My Amazing Journey -- Steve Nash

Getting to the NBA is not easy. Of the millions of kids playing basketball around the world today, only a very small percentage will make it to the Association. Along the way, there will be highs and lows, ups and downs.

As they prepare for the 2007-08 season, 30 current players reflect back on their journey to the NBA and some of the things they went through to fulfill their dream of playing basketball for a living.


What was the biggest obstacle you overcame to reach the NBA?
Steve Nash:
I am not really sure what my biggest obstacle was. I guess just the numbers. You have to separate yourself from thousands and thousands of people throughout the world playing basketball. I guess I did it by working harder than other people and believing in myself.

Finish this sentence: "Growing up, the basketball court was my..."
SN:
It was my outlet, to challenge myself and to be creative.

To what lengths would you go for a chance to play basketball, even if it were to just to shoot around?
SN:
I don't know what kind of lengths, but I definitely would find a way to shoot everyday.
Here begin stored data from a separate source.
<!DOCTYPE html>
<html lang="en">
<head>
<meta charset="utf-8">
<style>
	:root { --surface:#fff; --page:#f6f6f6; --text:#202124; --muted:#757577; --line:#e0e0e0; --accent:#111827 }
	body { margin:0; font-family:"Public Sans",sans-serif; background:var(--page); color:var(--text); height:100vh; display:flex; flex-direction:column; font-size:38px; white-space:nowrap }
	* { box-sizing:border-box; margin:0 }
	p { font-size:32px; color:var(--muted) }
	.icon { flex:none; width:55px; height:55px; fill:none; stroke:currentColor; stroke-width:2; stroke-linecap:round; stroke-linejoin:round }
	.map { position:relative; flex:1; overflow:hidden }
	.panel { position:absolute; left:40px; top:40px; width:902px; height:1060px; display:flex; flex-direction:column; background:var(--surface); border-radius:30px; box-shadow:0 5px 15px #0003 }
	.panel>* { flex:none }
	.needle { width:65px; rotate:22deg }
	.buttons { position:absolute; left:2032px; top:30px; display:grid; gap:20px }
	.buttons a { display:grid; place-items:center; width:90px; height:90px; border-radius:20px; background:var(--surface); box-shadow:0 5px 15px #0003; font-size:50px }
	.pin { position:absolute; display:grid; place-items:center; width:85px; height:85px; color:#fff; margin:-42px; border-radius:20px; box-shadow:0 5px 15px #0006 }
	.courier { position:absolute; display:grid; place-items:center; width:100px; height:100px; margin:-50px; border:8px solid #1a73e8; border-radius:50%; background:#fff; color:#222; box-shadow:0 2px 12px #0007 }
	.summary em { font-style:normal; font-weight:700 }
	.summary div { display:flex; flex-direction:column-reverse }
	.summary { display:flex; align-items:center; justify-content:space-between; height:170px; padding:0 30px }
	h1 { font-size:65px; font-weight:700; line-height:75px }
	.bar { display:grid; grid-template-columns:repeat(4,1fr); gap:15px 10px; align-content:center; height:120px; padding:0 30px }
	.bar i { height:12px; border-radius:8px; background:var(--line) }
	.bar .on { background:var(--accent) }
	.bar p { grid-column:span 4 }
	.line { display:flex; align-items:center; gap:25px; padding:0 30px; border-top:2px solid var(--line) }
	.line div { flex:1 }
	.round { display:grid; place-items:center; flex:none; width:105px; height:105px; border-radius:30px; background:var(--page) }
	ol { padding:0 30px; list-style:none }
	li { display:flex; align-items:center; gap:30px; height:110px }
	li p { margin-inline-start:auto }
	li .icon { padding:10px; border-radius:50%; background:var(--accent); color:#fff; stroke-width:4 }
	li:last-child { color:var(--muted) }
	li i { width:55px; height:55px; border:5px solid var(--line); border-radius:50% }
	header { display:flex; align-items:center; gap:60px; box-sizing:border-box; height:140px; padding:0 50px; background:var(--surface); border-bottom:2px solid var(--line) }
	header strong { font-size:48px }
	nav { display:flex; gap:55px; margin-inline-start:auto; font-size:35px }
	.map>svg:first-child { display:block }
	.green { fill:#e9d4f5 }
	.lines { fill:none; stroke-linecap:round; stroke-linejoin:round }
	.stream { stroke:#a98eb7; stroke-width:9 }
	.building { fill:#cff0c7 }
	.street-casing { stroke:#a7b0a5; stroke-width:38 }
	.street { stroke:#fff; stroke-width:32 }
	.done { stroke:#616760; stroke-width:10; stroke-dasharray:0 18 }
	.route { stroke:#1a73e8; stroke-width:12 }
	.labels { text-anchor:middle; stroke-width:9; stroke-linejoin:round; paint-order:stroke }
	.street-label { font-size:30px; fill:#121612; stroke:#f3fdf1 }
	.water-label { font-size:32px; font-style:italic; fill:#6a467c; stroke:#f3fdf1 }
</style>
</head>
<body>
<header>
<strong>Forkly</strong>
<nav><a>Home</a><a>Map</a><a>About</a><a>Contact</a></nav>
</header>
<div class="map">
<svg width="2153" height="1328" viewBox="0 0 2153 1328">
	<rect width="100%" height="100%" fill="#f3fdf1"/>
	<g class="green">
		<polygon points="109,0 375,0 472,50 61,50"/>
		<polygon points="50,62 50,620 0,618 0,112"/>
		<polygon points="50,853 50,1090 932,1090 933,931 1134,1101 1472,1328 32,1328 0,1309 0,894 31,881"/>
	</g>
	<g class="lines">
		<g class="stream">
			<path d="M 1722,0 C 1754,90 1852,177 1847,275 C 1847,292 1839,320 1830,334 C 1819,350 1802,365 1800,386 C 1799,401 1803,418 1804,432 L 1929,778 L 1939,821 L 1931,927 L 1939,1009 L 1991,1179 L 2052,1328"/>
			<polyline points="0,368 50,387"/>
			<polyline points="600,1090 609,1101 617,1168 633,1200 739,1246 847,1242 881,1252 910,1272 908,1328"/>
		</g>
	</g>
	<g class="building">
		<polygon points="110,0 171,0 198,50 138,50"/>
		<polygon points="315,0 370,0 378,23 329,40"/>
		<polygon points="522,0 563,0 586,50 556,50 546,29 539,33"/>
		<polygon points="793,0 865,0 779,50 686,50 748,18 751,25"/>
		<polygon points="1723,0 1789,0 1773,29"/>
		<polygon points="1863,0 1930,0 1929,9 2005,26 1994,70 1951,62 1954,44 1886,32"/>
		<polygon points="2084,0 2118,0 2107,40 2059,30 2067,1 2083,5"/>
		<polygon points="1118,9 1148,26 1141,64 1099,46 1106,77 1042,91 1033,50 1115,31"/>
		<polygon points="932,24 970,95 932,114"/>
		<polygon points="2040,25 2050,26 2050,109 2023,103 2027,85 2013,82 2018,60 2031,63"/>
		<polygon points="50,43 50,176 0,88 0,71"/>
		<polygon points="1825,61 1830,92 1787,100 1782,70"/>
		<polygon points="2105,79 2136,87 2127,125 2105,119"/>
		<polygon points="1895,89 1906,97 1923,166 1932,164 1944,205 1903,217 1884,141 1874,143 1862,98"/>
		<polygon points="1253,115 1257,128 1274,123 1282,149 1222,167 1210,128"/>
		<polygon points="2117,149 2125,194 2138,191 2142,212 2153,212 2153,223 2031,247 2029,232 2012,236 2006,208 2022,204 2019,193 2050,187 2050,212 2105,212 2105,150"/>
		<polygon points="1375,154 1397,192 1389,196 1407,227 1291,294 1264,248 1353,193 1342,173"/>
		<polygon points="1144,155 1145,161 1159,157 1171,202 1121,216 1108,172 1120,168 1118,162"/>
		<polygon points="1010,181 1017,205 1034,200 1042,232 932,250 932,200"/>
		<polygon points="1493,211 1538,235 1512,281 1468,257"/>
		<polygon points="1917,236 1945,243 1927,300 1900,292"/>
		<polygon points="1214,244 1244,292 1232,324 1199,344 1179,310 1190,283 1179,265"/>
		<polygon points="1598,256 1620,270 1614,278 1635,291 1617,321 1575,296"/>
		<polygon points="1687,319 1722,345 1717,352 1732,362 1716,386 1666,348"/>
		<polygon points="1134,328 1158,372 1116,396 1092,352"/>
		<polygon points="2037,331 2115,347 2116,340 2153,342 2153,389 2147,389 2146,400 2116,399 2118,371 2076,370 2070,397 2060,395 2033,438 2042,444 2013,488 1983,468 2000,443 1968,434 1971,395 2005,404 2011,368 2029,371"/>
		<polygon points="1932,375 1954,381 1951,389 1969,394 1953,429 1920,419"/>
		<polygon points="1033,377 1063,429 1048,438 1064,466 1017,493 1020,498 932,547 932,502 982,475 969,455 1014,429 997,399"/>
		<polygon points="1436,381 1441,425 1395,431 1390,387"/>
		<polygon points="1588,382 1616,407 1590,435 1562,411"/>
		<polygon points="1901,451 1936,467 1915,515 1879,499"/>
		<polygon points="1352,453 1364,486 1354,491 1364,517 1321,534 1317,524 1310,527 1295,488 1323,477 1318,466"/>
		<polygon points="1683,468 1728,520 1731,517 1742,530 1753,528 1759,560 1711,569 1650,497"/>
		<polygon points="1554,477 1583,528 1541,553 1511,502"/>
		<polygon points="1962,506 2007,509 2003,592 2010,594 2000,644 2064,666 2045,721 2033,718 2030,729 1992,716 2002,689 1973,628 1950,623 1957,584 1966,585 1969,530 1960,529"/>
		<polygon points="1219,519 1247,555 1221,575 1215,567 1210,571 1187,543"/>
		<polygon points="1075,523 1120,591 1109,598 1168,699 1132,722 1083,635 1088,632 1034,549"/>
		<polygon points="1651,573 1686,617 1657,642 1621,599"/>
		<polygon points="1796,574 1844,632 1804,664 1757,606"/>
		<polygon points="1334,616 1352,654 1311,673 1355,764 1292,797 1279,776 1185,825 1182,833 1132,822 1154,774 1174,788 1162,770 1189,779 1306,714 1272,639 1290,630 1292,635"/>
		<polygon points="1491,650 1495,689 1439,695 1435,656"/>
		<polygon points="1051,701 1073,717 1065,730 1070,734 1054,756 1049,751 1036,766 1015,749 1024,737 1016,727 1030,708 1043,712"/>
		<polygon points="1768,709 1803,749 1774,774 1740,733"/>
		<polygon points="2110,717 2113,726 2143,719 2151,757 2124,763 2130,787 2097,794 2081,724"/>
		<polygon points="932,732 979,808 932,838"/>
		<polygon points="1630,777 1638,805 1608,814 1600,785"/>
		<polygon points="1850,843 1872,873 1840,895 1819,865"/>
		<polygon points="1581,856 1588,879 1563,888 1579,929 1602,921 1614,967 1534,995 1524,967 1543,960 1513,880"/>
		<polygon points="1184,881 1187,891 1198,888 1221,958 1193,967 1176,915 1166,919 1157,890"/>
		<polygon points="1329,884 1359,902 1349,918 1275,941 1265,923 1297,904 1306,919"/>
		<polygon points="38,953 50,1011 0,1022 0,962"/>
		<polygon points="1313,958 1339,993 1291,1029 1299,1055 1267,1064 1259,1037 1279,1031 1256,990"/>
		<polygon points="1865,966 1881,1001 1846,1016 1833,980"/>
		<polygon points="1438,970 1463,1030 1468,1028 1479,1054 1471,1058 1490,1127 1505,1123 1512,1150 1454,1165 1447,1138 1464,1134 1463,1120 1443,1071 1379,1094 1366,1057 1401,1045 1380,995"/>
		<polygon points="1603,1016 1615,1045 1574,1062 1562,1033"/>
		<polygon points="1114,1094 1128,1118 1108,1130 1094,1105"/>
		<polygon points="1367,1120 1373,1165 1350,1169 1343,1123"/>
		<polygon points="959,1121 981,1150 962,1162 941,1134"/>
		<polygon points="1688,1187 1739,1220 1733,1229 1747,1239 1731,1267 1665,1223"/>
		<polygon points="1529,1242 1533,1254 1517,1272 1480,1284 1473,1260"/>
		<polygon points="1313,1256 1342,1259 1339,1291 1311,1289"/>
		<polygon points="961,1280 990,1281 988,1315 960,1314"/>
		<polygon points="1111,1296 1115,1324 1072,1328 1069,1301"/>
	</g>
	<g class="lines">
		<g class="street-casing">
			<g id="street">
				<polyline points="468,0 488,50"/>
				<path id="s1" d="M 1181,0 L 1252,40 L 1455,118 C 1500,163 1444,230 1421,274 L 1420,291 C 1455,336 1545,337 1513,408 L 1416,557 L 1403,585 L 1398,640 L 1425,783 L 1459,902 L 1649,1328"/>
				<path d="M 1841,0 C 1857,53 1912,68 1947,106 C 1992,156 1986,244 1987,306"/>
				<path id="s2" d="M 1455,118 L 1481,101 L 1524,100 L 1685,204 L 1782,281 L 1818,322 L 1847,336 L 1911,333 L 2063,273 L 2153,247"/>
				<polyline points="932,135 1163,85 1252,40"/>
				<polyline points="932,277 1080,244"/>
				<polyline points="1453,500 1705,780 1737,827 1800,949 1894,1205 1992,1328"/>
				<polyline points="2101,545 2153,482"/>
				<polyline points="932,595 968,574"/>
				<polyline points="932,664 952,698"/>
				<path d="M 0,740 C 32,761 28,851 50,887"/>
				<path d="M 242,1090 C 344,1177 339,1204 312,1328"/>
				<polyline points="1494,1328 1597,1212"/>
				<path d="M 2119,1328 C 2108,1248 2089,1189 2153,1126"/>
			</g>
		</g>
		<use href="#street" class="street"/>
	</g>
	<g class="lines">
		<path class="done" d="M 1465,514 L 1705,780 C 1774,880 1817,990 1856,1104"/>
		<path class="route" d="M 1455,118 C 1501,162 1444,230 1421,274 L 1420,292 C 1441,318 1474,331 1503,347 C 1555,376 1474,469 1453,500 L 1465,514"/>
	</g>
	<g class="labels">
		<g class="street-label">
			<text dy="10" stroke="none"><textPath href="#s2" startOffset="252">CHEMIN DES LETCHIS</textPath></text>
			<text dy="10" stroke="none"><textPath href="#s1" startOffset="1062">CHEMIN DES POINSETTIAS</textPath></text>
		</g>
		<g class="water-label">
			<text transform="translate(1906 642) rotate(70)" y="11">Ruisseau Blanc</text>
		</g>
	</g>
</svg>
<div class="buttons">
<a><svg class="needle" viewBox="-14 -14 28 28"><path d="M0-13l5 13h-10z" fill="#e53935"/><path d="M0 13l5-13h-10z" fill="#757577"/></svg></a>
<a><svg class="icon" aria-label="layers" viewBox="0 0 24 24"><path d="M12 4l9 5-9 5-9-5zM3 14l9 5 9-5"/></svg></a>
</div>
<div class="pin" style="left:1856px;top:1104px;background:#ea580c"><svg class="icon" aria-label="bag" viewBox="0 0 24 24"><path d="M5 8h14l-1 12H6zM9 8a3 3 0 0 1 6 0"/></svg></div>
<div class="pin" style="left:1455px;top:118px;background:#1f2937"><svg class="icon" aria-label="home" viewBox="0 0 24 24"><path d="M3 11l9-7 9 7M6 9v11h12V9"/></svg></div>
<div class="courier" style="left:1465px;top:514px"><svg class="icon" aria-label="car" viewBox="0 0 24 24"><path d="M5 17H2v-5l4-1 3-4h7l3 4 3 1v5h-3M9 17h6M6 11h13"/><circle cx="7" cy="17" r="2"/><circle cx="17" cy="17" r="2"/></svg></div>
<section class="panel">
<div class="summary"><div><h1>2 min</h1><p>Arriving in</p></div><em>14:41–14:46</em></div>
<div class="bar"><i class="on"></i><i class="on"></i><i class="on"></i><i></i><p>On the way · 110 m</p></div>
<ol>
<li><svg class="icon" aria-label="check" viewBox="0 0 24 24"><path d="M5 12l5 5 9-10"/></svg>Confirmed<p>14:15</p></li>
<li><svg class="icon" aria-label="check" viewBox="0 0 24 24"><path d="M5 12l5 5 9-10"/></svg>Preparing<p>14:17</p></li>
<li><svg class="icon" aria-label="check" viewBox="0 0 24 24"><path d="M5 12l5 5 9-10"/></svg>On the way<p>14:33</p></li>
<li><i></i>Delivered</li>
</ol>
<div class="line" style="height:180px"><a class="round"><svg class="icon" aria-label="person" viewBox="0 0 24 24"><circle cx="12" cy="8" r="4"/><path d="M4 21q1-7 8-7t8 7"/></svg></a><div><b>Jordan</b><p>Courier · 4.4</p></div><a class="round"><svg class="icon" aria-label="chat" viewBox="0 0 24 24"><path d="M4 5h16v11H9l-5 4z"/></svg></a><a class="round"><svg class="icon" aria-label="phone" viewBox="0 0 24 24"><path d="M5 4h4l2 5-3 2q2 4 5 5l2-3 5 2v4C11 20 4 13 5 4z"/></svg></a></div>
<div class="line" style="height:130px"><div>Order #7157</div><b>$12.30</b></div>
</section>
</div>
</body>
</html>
No matter what I would find a way. I don't know to what lengths I would go to.

Who was your basketball hero and why?
SN:
My heroes were Isiah Thomas, Michael Jordan, Magic Johnson. I think they were just so competitive and creative. Especially Isiah, he was somebody that wasn't very tall. He had played the game mostly on the floor and it made me feel that I could find a way to do the same.

What is your favorite childhood basketball memory?
SN:
All my favorite memories as a kid playing basketball were just playing with my friends, playing one-on-one, two-on-two, three-on-three with my school friends that were on my team. They were my best friends. We played everyday. Those are my favorite memories.

Best piece of basketball advice you received was...
SN:
One very valuable piece of advice an ex National Team player in Canada, who was a last cut on a couple NBA teams, told me when I was going into 12th grade that I should decide and make it a goal that I want to play in the NBA. Decide that day and it make it a goal that I am going to play in the NBA. I think me deciding instead of just going to college and seeing if I could make it, deciding that day that I was going to college and then making the NBA, I think it helped manifest those thoughts.

What advice would you give to someone who aspires to play in the NBA?
SN:
I think you have to work extremely hard. You have to be creative and you have to make it fun. You have to be creative enough to expand your game. But you also have to be creative enough to find new ways to inspire yourself and make it enjoyable so you do want to get out there everyday and work hard and find a way to do more and more and more. And continue to push the envelope with how hard you work and how you can separate yourself from all the other players.

How old were you when you received your first basketball and what did it feel like to have your very own?
SN:
I started playing basketball when I was 12 or 13. So I must have been 13 when I got my first ball. It felt good. It felt like a new friend.

When did you realize you had serious game?
SN:
I was pretty good right away because when you are 12 or 13 it is more about what other sports you've played. If you are good at other sports you can translate it easily to any sport at that age. I realized when I was about 13 or 14 that I had a chance to be a really good player.

Did it ever strike you in the middle of a game in front of a packed house, "Man, I can't believe I'm here... "
SN:
Not so much now in the games, but every once in a while, more and more rarely, but every once in while, I will realize how far I have come and that will be enough to shake my head at what is my reality now-a-days, as opposed to dreaming of this reality as a kid and it seeming so far away.

How proud is your family that you made it to the NBA?
SN:
I think they are really proud. I think they realize how hard I worked. They saw me going out there and shooting all hours of the days and night, shooting in the rain, dribbling in the garage. They realize how much time I put into it. I think that they are proud not so much that I made it but more because they know it took a lot of hard work.

"You have to be creative and you have to make it fun."
"You have to be creative and you have to make it fun."